Обращаю это приглашение и к себе; но не так-то мне легко ему последовать. Гляжу на аккуратную книгу эту в белой с двумя двухцветными полосками обложке, и грустно мне становится. Автор ее был всего на год старше меня, но вот уже восемнадцать лет, как его нет на свете. Смолоду я был с ним знаком; но дело не в этом знакомстве, так и не приведшем к сближению, да и не безоблачном, — хоть и рассеялось это облако под конец. Дело попросту в календаре, в жизни и смерти, в промелькнувшем времени. Были мы современниками, ровесниками, встречались на брегах Невы, а теперь предстоит мне разыгрывать роль бесстрастного потомка, критика скончавшихся до его рождения поэтов, чуть ли не «литературоведа», хотя от самого этого слова у меня горько становится во рту и пропадает аппетит.
Что поделать?
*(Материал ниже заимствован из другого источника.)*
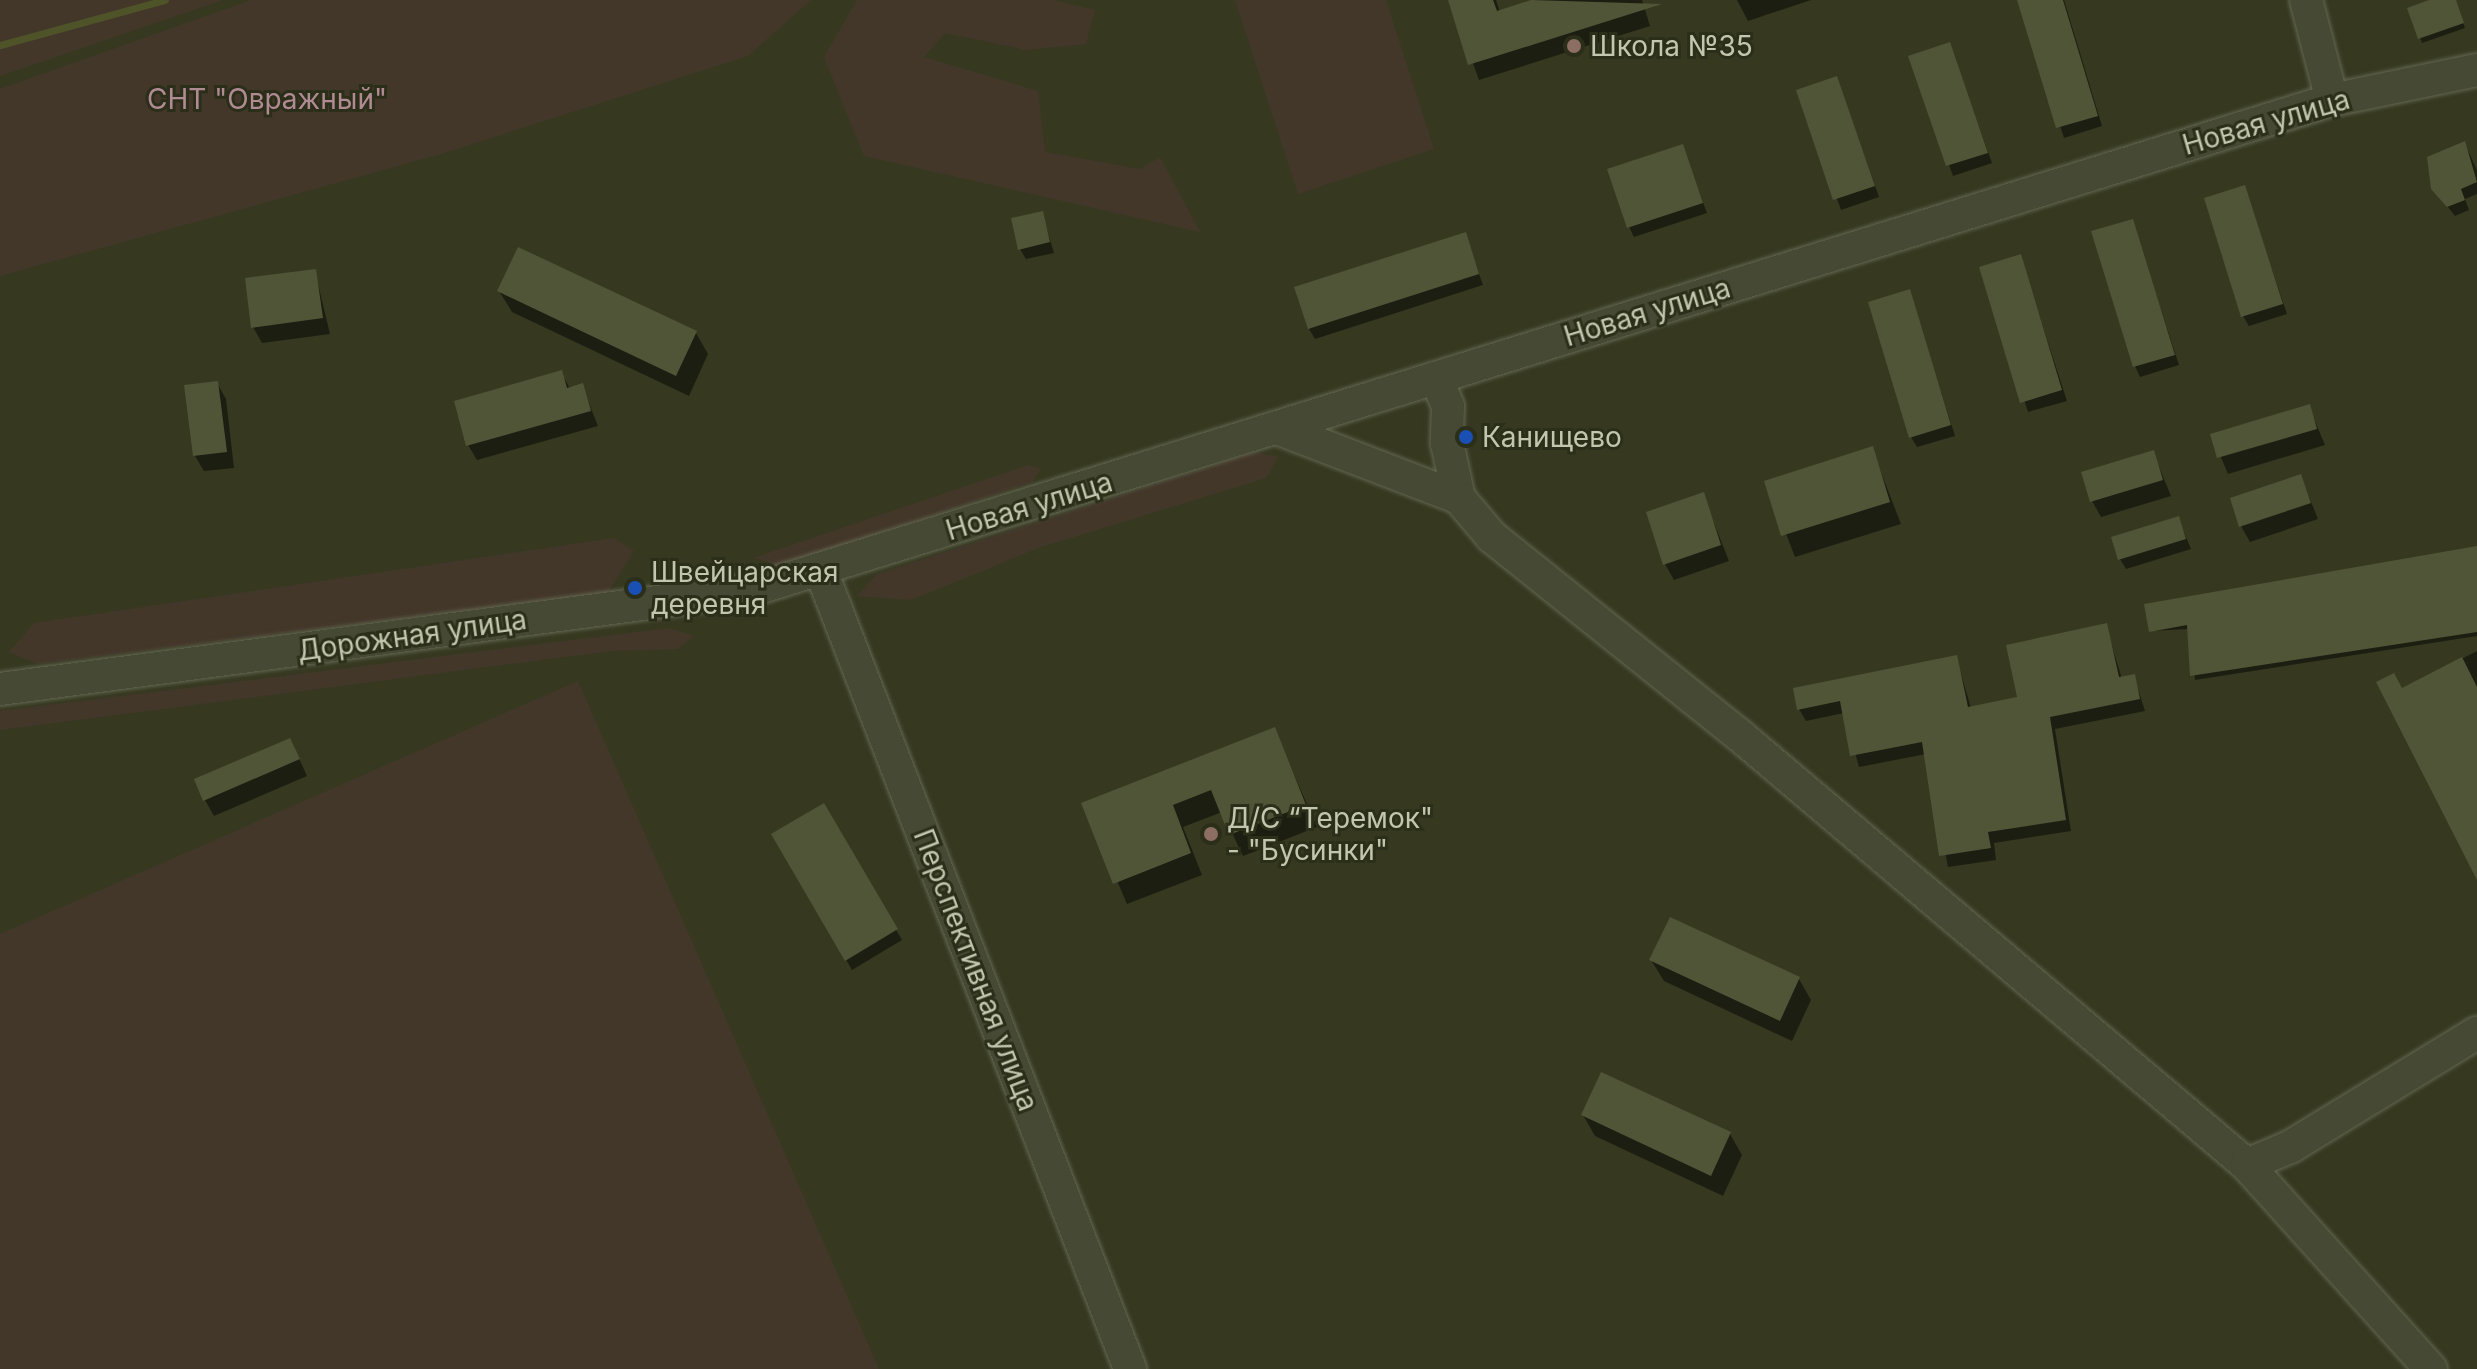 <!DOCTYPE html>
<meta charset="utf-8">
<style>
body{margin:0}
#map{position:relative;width:2477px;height:1369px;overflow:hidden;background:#363920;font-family:Inter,sans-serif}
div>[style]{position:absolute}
.green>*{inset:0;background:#43372a}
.shadow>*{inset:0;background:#0007}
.stream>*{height:7px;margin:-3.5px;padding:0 3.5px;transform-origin:3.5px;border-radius:3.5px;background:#4e5328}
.building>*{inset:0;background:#515537}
.roads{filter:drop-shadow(0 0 2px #646751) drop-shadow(0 0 2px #646751)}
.minor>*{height:32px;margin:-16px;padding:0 16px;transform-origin:16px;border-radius:16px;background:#464933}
.dots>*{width:22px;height:22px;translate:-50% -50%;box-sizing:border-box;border:4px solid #2b2e19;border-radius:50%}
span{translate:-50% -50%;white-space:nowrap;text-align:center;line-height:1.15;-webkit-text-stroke:6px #2b2e19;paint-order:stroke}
.poi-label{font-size:28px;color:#c2c6ae}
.left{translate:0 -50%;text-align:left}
.park-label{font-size:28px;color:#b18b94}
.street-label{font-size:28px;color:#c2c6ae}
</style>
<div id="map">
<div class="green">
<div style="clip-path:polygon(0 0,223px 0,0 76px)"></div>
<div style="clip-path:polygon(251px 0,811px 0,748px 56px,441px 154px,0 276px,0 89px)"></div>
<div style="clip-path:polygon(857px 0,1052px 0,1095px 10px,1086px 44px,1026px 50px,945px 33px,924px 57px,1038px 91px,1045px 152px,1140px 169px,1160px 157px,1200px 232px,864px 156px,824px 57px)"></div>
<div style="clip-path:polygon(1235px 0,1386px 0,1434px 149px,1298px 194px)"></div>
<div style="clip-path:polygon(1255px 452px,1278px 457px,1266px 478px,1038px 548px,911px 600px,857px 596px,877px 574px)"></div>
<div style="clip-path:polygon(1028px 465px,1041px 469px,1032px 482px,780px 566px,753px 558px)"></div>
<div style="clip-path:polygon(614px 538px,634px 551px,608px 592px,38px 664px,9px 652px,34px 623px)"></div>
<div style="clip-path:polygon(670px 628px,694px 636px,677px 649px,611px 651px,0 730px,0 711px)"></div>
<div style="clip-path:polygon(578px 681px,879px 1369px,0 1369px,0 934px)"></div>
</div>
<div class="shadow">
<div style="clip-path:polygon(1450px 0,1496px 0,1500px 12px,1537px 0,1642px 0,1650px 26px,1479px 80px)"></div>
<div style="clip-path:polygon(1737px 0,1811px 0,1748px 21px)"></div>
<div style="clip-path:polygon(2019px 0,2064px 0,2102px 126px,2064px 138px)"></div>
<div style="clip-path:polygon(2435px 0,2455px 0,2465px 28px,2422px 43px,2410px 9px)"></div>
<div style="clip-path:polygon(1949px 44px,1992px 163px,1953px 176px,1911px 57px)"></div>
<div style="clip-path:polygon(1837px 78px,1879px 197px,1841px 210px,1798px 91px)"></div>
<div style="clip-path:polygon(2465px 144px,2477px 170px,2477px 194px,2465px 199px,2469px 210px,2455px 216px,2433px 188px)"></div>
<div style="clip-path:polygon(1682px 147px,1707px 213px,1634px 237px,1629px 227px)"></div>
<div style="clip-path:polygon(2244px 188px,2287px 314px,2249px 326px,2243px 316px)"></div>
<div style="clip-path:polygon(1042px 213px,1054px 253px,1026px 259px,1020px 249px)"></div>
<div style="clip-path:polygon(2132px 221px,2179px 365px,2140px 377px,2135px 366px)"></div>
<div style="clip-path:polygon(1465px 235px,1483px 285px,1315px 339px,1309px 329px)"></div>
<div style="clip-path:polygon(2020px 256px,2067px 401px,2028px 412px,1981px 268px)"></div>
<div style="clip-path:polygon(315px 271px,330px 334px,262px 343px,253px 327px)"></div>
<div style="clip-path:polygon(499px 291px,696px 333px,708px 354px,689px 396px,512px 312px)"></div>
<div style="clip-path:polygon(1909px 291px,1955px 436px,1917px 447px,1911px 437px)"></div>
<div style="clip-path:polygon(561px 372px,569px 387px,582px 386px,598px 426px,477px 460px,468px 445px)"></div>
<div style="clip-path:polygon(217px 383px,226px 399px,234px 468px,204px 471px,195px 456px)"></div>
<div style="clip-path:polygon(2309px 407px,2325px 445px,2228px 474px,2212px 436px)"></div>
<div style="clip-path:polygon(1872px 449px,1901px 524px,1795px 557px,1766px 482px)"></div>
<div style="clip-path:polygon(2153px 452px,2171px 496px,2101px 517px,2092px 501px)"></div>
<div style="clip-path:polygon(2301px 477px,2318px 519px,2250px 542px,2241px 526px)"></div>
<div style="clip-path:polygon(1703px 495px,1729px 561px,1674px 580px,1665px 564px)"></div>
<div style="clip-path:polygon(2178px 518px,2191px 549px,2126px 569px,2120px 559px)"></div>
<div style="clip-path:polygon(2477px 548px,2477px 636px,2195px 680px,2189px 629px,2151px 631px)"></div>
<div style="clip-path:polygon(2106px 626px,2122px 679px,2134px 676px,2145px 711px,2055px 729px,2071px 831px,1994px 843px,1996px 860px,1948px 867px,1926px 754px,1859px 767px,1844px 713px,1806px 721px,1799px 709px,1956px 657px,1971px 708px,2020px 699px)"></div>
<div style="clip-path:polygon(2477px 651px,2477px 866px,2401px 690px)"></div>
<div style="clip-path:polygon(1274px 729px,1317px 827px,1243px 856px,1222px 812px,1183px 827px,1202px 875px,1127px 904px,1084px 804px)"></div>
<div style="clip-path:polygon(298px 756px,307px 776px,214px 816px,205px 800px)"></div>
<div style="clip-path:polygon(824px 806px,902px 940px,852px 970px,773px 835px)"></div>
<div style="clip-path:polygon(1651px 960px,1799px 979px,1811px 1000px,1792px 1041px,1664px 981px)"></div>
<div style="clip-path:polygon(1583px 1115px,1730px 1134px,1742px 1155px,1723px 1196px,1595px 1136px)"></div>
</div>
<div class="stream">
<div style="left:0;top:45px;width:171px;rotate:-15.3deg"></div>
</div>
<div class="building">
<div style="clip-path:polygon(1448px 0,1493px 0,1497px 11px,1531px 0,1662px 4px,1468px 65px)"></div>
<div style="clip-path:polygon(2017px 0,2063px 0,2098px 116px,2056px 128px)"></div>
<div style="clip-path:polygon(2429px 0,2456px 0,2464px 23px,2418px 39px,2407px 8px)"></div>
<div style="clip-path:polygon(1950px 42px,1988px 153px,1946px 166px,1908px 56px)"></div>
<div style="clip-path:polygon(1837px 76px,1875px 186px,1833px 200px,1796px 90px)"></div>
<div style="clip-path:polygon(2465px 141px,2477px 182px,2461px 189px,2465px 200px,2447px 207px,2431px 189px,2427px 157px)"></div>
<div style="clip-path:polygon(1683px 144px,1703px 203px,1627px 228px,1607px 169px)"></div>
<div style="clip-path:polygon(2245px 185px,2283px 304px,2241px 317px,2204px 198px)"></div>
<div style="clip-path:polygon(1043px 211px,1050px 242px,1018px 250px,1011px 218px)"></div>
<div style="clip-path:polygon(2133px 219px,2175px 355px,2133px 367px,2091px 231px)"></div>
<div style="clip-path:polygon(1466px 232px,1479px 274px,1308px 329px,1294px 287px)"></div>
<div style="clip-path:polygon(518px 247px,697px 331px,676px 376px,497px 291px)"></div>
<div style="clip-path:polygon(2021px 254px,2062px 390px,2020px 403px,1979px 267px)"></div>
<div style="clip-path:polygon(316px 269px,323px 318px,251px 328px,245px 278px)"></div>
<div style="clip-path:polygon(1910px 289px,1951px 425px,1909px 438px,1868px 302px)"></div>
<div style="clip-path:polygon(562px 370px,567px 388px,583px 383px,591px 411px,466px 446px,454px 401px)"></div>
<div style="clip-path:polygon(218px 381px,227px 452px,193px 456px,184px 385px)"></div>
<div style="clip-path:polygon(2310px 404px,2317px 429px,2217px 458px,2210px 434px)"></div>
<div style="clip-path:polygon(1873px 446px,1890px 502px,1781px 536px,1764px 481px)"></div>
<div style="clip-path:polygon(2154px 450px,2163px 480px,2090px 502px,2081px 472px)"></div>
<div style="clip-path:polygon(2301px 474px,2311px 503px,2239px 527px,2230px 498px)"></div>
<div style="clip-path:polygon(1704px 492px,1721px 545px,1663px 565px,1646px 512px)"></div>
<div style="clip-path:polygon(2179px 516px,2186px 539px,2118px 560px,2111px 537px)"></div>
<div style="clip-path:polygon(2477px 546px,2477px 632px,2190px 676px,2187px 625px,2149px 632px,2144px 604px)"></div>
<div style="clip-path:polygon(2107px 623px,2119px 677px,2135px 674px,2140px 699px,2050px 717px,2066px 820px,1988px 832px,1991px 848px,1939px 856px,1922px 742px,1850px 756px,1840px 701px,1797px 710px,1793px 688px,1957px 655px,1968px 707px,2017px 697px,2006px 645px)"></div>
<div style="clip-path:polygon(2462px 657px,2477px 687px,2477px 880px,2376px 682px,2394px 673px,2402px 688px)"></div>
<div style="clip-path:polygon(1275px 727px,1306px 805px,1229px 835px,1211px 790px,1173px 805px,1191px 853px,1113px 884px,1081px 803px)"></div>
<div style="clip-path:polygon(290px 738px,300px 759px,203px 801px,194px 779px)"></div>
<div style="clip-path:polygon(824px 803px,898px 929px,845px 961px,771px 834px)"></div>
<div style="clip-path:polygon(1670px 917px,1800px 977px,1780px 1021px,1649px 960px)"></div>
<div style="clip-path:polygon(1601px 1072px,1731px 1132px,1711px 1176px,1581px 1115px)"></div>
</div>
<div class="roads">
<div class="minor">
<div style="left:2306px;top:0;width:103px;rotate:75.4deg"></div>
<div style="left:1436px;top:378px;width:30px;rotate:67deg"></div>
<div style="left:1448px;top:406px;width:37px;rotate:92deg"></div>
<div style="left:1447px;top:443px;width:56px;rotate:77.7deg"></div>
<div style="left:1277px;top:428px;width:195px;rotate:21deg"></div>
<div style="left:1459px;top:498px;width:51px;rotate:49.8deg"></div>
<div style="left:1492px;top:537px;width:315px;rotate:38.7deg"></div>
<div style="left:1738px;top:734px;width:667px;rotate:40.26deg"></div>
<div style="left:2247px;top:1165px;width:47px;rotate:-22.7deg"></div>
<div style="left:2290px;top:1147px;width:219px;rotate:-31.4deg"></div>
<div style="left:821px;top:571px;width:856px;rotate:68.83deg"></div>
<div style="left:0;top:689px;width:762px;rotate:-7.54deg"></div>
<div style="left:755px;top:589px;width:1651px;rotate:-17.23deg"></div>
<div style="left:2332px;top:100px;width:148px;rotate:-11.7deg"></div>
<div style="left:2247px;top:1165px;width:275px;rotate:48deg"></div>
</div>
</div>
<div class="dots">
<div style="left:1574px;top:46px;background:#8d6e63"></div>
<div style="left:1466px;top:437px;background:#1a4fb4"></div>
<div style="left:635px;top:588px;background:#1a4fb4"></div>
<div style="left:1211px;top:834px;background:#8d6e63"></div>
</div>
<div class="poi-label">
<span class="left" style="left:1590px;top:46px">Школа №35</span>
<span class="left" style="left:1482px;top:437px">Канищево</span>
<span class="left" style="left:651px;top:588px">Швейцарская<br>деревня</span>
<span class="left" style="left:1227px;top:834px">Д/С “Теремок"<br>- "Бусинки"</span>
</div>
<div class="park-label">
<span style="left:267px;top:99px">СНТ "Овражный"</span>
</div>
<div class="street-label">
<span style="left:2266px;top:122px;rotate:-16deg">Новая улица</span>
<span style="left:1647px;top:312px;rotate:-17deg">Новая улица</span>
<span style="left:1029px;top:506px;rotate:-17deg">Новая улица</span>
<span style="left:412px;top:635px;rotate:-8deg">Дорожная улица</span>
<span style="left:976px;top:970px;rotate:69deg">Перспективная улица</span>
</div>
</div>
Приступаю… Но, как назло, в издании этом еще и все обложки сборников воспроизведены, да и портретный рисунок Анненкова 21-го года. Рисунок этот сходство схватил превосходно, но в карикатуру это сходство вогнал даже и до чрезмерности. Именно так искривлял приоткрытые губы поэт, сжимая в зубах папиросный мундштук, именно так блестели его черные, гладко припомаженные волосы, Так он и глядел порой — этак умудренно-горьким опытом. Но мешки под глазами слишком его старят в двадцать семь лет; вперед рисовальщик заглянул. А я ведь его помню (пораньше, во время войны) другим: очень изящным, несмотря на легкую хлыщеватость. Помню и его прелестную жену, русскую француженку, которую он покинул ради той, по-иному прелестной, кто стала второй его женой (и единственной для рассеянной немножко, но дело свое знающей Истории). При первых наших встречах презрительной этой горечи и кривой усмешки, Анненковым замеченных, я не замечал. Рисунок похож на то в Георгии Иванове, что не нравилось мне, что меня раздражало, — и что исчезло под конец, когда болезнь так страшно, так до неузнаваемости его изменила и так изменила — в сторону правды и простоты — его стихи.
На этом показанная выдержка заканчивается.